_EXERCISE_: When the line containing "M4,935L332,468L646,4" appears in the entries below, begin printing there and stop after the line containing "M368,21L426,37L410,62L364,31Z"; print each of those lines exactly and no other line.

-------------------------

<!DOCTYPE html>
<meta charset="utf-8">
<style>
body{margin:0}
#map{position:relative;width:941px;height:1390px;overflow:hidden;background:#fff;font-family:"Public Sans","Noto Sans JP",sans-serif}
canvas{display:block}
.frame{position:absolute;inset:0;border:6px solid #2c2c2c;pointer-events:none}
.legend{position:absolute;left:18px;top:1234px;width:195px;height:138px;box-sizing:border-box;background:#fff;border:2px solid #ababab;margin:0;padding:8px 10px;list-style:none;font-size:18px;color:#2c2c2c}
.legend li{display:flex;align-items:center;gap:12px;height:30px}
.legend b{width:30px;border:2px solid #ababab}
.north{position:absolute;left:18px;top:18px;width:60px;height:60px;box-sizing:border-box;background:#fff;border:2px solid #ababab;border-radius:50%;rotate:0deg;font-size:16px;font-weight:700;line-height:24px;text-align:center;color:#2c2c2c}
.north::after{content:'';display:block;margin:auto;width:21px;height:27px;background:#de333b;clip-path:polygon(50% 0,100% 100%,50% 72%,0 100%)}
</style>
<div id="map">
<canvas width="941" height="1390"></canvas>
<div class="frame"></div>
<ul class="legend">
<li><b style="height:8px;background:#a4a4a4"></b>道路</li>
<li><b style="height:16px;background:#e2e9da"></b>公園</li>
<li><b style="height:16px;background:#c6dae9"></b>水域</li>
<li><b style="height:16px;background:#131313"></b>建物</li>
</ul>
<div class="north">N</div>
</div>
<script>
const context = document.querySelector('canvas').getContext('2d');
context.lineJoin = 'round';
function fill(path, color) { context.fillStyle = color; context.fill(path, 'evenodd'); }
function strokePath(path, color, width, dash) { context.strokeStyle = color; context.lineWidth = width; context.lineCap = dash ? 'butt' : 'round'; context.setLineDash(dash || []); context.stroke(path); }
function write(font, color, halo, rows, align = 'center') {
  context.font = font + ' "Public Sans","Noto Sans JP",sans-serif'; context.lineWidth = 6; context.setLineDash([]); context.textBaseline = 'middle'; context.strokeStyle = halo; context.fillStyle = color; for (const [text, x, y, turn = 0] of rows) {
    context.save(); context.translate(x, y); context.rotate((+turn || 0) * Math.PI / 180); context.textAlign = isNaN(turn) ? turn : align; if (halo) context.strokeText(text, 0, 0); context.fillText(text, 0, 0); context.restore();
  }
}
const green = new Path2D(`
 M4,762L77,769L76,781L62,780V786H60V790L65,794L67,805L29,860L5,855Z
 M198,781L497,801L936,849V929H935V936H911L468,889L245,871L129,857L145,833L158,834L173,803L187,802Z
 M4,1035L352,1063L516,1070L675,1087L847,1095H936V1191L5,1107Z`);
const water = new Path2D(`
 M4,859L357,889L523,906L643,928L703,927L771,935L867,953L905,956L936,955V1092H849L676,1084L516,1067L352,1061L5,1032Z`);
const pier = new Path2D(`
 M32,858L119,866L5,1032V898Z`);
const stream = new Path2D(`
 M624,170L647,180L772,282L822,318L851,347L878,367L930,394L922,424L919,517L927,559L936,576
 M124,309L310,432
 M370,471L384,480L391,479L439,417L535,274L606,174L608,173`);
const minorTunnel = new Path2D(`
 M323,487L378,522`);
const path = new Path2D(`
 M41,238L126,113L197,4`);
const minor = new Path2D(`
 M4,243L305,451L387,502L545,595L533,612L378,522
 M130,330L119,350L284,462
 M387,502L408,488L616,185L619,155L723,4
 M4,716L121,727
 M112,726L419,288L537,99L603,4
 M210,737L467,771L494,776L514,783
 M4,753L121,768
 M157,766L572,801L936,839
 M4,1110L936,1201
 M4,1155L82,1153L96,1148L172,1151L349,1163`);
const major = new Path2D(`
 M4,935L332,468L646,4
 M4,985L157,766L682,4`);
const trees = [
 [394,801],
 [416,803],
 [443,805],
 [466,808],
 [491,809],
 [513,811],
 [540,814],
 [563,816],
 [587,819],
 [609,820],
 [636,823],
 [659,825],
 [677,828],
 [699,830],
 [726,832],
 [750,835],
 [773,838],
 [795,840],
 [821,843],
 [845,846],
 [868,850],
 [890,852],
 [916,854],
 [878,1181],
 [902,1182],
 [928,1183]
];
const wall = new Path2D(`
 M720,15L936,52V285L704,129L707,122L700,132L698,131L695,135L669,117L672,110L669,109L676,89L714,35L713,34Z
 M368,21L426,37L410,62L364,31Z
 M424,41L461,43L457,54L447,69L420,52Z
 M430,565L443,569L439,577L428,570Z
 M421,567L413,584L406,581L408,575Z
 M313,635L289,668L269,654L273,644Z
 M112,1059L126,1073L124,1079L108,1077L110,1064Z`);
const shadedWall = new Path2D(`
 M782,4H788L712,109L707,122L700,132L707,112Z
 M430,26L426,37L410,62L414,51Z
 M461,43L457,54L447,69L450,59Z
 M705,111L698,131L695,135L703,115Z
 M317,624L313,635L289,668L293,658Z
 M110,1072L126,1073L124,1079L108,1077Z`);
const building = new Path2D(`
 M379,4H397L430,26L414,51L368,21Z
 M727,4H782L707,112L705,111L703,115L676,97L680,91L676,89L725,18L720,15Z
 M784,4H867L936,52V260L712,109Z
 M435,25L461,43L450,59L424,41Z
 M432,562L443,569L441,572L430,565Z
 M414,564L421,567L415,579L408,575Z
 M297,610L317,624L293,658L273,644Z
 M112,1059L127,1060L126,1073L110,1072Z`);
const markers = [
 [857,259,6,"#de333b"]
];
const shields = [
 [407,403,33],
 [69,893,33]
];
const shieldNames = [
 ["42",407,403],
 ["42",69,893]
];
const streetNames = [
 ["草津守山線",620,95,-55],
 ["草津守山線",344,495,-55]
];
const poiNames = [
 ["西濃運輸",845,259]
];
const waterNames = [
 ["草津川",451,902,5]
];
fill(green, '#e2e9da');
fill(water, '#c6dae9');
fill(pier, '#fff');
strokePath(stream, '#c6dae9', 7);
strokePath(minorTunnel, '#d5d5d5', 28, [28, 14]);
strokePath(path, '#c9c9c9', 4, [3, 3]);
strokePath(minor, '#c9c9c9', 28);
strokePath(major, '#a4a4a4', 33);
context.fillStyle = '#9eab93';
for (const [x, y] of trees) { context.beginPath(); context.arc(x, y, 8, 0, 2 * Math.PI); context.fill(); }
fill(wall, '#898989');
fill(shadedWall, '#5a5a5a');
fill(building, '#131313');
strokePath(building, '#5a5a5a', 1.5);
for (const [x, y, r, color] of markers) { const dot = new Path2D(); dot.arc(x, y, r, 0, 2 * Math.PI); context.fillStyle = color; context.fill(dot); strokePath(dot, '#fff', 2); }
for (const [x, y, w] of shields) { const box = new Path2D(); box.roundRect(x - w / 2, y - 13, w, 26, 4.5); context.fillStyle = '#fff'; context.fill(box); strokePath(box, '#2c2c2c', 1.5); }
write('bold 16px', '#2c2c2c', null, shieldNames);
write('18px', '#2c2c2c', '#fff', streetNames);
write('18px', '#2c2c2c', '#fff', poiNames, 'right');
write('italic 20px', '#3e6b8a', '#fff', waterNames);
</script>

-------------------------

_RESULT FOR THIS TASK_:
 M4,935L332,468L646,4
 M4,985L157,766L682,4`);
const trees = [
 [394,801],
 [416,803],
 [443,805],
 [466,808],
 [491,809],
 [513,811],
 [540,814],
 [563,816],
 [587,819],
 [609,820],
 [636,823],
 [659,825],
 [677,828],
 [699,830],
 [726,832],
 [750,835],
 [773,838],
 [795,840],
 [821,843],
 [845,846],
 [868,850],
 [890,852],
 [916,854],
 [878,1181],
 [902,1182],
 [928,1183]
];
const wall = new Path2D(`
 M720,15L936,52V285L704,129L707,122L700,132L698,131L695,135L669,117L672,110L669,109L676,89L714,35L713,34Z
 M368,21L426,37L410,62L364,31Z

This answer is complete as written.